Das Landgericht hat als gegen einen Tatvorsatz des Angeklagten sprechenden Umstand gewertet, dass er seine geschäftliche Tätigkeit nicht verheimlicht, sondern Rechnungen mit ausländischer Umsatzsteuer erstellt habe (UA S. 39). Weiter hat es ausgeführt, die Tatsache, dass der Angeklagte die angefallenen ausländischen Umsatzsteuern in seinen Rechnungen aufgeführt und „wohl“ im Ausland erklärt und abgeführt habe, sei ein Indiz dafür, dass ihm die Steuerbarkeit der Umsätze nach deutschem Umsatzsteuerrecht nicht bewusst gewesen sei (UA S. 40). Diese Wertungen lassen sich nicht mit den - im Rahmen der Verurteilung strafschärfend gewerteten (UA S. 34) - Feststellungen vereinbaren, dass der Angeklagte ab dem Jahr 2005, in dem er von der luxemburgischen Steuerfahndung aufgesucht worden war, „die zuvor aufgebauten Unternehmensstrukturen fortgeführt und somit im Ergebnis ein aufwendiges Täuschungssystem genutzt“ habe. Durch die Firmenverlagerung nach Polen, die fortgesetzte Einschaltung von Firmen in Belgien, Luxemburg und Frankreich und die Gründung von Zwischenlagern in Deutschland habe er insbesondere „hinsichtlich der Lieferwege und der Umsatzermittlung einen schwer aufklärbaren Sachverhalt geschaffen“ (UA S. 34). War das Gesamtsystem aber schon vor dem Erscheinen der Steuerfahnder auf Täuschung angelegt, dann konnte die Ausstellung von Rechnungen mit gegenüber dem deutschen Steuersatz zum Teil deutlich niedrigeren ausländischen Umsatzsteuersätzen zwischen drei und zwölf Prozent (UA S. 9) kein Indiz für eine beabsichtigte Steuerehrlichkeit des Angeklagten sein.

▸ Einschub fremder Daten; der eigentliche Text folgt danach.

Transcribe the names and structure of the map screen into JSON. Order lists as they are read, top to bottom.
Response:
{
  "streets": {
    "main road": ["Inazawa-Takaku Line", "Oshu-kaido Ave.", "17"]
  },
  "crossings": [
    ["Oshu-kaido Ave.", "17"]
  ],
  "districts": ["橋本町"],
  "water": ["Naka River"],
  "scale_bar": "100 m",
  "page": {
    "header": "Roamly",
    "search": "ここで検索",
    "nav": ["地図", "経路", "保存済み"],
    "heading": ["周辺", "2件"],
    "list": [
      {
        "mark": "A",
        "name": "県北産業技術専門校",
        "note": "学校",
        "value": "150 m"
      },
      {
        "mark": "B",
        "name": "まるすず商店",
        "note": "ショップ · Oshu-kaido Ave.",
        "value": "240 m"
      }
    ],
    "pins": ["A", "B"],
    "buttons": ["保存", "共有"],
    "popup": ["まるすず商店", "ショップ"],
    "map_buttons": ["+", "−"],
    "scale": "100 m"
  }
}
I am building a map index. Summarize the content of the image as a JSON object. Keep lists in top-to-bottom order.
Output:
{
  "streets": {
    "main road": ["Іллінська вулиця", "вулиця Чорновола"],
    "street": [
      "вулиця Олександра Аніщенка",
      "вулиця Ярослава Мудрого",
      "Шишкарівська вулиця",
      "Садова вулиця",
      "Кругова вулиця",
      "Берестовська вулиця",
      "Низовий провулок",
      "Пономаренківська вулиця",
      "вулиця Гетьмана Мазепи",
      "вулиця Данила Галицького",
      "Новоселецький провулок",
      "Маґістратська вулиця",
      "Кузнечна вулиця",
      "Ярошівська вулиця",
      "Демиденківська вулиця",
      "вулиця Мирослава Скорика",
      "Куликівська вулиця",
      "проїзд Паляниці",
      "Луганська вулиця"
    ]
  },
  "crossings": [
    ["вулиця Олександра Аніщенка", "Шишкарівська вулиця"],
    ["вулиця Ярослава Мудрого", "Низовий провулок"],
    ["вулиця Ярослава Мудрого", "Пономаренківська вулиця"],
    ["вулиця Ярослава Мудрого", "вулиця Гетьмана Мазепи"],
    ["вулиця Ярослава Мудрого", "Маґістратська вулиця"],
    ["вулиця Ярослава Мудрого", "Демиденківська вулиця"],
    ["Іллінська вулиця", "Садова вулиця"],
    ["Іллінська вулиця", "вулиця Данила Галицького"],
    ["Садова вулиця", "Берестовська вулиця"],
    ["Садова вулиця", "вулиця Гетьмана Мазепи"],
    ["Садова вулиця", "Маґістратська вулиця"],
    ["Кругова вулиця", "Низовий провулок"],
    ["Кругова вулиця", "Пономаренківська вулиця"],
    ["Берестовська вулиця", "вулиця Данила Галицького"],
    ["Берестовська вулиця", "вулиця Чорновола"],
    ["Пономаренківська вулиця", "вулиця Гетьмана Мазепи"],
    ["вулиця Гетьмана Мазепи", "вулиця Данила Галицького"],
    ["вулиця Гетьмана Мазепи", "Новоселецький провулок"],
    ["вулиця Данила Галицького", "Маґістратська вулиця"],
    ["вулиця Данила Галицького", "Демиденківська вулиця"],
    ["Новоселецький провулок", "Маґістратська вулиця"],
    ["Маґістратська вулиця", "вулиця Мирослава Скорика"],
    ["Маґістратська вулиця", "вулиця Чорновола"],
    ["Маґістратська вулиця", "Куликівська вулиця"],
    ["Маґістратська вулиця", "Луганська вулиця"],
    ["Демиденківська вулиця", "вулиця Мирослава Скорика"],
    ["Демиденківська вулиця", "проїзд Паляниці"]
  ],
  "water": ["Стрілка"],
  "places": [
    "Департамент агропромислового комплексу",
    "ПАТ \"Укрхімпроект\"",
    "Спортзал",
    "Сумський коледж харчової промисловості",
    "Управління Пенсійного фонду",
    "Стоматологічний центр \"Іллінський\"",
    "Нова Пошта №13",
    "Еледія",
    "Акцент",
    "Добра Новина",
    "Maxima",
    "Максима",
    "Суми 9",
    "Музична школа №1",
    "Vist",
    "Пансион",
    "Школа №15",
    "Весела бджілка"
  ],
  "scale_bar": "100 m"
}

(2) Die Beweiswürdigung ist zudem lückenhaft. Denn das Landgericht hat wesentliche, den Urteilsfeststellungen zu entnehmende belastende Umstände nicht in die Beweiswürdigung zur subjektiven Tatseite eingestellt.
Zwar können und müssen die Gründe auch eines freisprechenden Urteils nicht jeden irgendwie beweiserheblichen Umstand ausdrücklich würdigen. Das Maß der gebotenen Darlegung hängt vielmehr von der jeweiligen Beweislage und insoweit von den Umständen des Einzelfalls ab; dieser kann so beschaffen sein, dass sich die Erörterung bestimmter einzelner Beweisumstände erübrigt. Insbesondere dann, wenn das Tatgericht auf Freispruch erkennt, obwohl gegen den Angeklagten ein ganz erheblicher Tatverdacht besteht, muss es jedoch in seine Beweiswürdigung und deren Darlegung die ersichtlich möglicherweise gegen den Angeklagten sprechenden Umstände und Erwägungen einbeziehen und in einer Gesamtwürdigung betrachten (vgl. BGH, Urteile vom 6. September 2006 - 5 StR 156/06, wistra 2007, 18, 19 und vom 22. August 2002 - 5 StR 240/02, wistra 2002, 430 mwN).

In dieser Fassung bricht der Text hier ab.